Repeat the lines of the data exactly, from the first one through the one that contains "position:relative; width:2112px; height:1328px;".

[Input Boundary: Start]

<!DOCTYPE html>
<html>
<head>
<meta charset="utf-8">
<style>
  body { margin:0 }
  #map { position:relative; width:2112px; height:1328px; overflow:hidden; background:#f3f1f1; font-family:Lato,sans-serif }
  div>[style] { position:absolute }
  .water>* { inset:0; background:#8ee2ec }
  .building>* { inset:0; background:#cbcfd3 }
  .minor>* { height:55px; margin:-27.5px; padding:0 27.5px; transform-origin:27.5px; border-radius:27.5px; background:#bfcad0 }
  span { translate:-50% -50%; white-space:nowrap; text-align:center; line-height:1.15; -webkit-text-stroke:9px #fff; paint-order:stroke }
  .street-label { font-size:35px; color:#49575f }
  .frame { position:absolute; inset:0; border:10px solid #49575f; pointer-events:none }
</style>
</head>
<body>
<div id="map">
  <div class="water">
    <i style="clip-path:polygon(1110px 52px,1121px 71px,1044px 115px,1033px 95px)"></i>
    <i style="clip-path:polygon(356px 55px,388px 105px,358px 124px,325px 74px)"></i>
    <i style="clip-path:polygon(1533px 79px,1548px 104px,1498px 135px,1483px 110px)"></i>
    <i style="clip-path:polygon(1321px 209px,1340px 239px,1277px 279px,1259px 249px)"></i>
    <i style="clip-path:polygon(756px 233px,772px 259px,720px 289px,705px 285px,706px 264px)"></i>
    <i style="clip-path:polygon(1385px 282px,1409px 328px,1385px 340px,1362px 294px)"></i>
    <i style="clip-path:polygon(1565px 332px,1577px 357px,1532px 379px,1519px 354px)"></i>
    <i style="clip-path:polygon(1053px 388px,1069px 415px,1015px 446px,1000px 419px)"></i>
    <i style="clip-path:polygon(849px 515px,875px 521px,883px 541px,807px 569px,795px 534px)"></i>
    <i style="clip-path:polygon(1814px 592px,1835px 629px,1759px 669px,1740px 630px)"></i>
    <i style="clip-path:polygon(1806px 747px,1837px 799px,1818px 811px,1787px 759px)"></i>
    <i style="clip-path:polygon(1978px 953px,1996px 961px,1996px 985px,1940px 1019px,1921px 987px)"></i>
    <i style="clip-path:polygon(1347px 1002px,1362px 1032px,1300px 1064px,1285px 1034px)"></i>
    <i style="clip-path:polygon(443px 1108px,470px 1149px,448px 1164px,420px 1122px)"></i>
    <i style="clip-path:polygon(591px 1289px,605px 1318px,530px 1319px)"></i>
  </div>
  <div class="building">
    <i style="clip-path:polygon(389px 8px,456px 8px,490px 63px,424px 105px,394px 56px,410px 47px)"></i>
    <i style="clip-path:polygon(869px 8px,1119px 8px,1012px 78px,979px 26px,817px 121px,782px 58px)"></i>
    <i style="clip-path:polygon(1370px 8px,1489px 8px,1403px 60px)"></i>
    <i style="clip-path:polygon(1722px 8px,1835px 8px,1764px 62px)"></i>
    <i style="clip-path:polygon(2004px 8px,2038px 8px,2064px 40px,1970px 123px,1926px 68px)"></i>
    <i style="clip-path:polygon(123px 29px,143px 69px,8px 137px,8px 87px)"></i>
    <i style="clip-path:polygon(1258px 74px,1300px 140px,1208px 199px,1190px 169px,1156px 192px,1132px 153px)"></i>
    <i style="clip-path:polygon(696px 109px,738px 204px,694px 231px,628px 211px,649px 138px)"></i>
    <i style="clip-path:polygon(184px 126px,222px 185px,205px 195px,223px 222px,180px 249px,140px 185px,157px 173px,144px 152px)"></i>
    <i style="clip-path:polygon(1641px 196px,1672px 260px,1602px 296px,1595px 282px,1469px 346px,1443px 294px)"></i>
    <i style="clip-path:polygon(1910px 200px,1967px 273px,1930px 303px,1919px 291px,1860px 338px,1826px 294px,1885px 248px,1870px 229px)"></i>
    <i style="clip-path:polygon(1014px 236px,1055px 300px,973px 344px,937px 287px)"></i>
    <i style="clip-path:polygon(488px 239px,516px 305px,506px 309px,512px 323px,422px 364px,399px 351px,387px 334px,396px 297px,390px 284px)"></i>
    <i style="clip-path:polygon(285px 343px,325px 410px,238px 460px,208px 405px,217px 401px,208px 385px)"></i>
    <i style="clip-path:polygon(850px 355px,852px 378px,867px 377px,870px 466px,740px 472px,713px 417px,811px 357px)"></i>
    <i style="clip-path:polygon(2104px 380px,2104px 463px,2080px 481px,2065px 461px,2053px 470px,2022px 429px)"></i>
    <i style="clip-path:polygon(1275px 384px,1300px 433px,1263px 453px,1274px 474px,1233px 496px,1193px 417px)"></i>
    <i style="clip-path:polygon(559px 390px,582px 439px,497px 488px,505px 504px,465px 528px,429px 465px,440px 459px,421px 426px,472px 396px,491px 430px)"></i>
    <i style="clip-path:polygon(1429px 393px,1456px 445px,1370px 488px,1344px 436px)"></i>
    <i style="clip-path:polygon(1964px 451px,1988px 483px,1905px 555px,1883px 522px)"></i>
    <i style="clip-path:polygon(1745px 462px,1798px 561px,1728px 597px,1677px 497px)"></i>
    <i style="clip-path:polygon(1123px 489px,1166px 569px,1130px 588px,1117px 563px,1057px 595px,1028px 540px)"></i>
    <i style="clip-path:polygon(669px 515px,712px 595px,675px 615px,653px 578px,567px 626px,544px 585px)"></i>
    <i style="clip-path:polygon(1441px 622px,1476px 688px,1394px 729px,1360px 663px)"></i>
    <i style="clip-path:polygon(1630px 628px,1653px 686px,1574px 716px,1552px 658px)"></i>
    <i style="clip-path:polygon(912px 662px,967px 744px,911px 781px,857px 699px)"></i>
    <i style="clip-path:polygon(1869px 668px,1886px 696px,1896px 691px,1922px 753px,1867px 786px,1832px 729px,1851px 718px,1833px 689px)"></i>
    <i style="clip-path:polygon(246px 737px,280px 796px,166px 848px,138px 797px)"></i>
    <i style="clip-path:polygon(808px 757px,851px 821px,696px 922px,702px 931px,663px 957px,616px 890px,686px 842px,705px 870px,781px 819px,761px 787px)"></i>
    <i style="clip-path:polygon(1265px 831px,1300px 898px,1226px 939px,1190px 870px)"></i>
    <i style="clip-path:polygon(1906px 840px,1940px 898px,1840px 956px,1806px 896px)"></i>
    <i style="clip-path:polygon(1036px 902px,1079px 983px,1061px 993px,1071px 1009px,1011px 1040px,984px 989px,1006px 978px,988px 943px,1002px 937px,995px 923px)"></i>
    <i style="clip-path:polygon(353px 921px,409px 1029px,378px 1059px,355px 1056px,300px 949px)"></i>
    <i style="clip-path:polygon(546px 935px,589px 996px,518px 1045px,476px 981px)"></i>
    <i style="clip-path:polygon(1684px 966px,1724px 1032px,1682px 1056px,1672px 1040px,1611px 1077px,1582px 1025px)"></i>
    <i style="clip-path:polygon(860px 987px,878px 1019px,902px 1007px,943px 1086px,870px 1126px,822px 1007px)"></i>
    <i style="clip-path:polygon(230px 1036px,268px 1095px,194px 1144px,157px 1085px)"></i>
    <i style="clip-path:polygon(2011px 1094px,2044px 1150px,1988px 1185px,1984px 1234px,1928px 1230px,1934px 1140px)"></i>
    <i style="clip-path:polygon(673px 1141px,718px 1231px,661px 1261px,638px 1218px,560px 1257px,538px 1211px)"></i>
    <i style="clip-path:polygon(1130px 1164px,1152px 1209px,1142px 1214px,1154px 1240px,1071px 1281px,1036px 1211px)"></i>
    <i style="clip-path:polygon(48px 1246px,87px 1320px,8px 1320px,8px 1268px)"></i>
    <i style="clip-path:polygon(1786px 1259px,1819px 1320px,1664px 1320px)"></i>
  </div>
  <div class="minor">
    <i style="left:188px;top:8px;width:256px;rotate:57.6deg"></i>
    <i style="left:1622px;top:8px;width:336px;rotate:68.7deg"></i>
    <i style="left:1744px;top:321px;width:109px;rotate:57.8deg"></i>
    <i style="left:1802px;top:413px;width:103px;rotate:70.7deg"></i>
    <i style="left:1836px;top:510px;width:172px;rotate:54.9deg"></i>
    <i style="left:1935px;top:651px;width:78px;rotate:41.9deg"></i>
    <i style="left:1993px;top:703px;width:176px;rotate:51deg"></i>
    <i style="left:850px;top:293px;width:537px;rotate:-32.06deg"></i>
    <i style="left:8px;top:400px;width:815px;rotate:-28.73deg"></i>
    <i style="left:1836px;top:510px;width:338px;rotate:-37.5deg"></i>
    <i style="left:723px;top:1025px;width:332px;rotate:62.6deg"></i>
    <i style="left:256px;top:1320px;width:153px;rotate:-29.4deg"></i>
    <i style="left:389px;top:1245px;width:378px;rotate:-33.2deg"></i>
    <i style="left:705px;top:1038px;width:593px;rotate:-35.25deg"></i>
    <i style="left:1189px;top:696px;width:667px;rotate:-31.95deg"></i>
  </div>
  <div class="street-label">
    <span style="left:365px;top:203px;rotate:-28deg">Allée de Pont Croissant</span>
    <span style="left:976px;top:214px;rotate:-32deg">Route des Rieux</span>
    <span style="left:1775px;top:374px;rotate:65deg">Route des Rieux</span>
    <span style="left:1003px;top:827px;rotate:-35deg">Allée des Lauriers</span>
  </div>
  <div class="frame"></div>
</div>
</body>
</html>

[Input Boundary: End]

> Written solution:
<!DOCTYPE html>
<html>
<head>
<meta charset="utf-8">
<style>
  body { margin:0 }
  #map { position:relative; width:2112px; height:1328px; overflow:hidden; background:#f3f1f1; font-family:Lato,sans-serif }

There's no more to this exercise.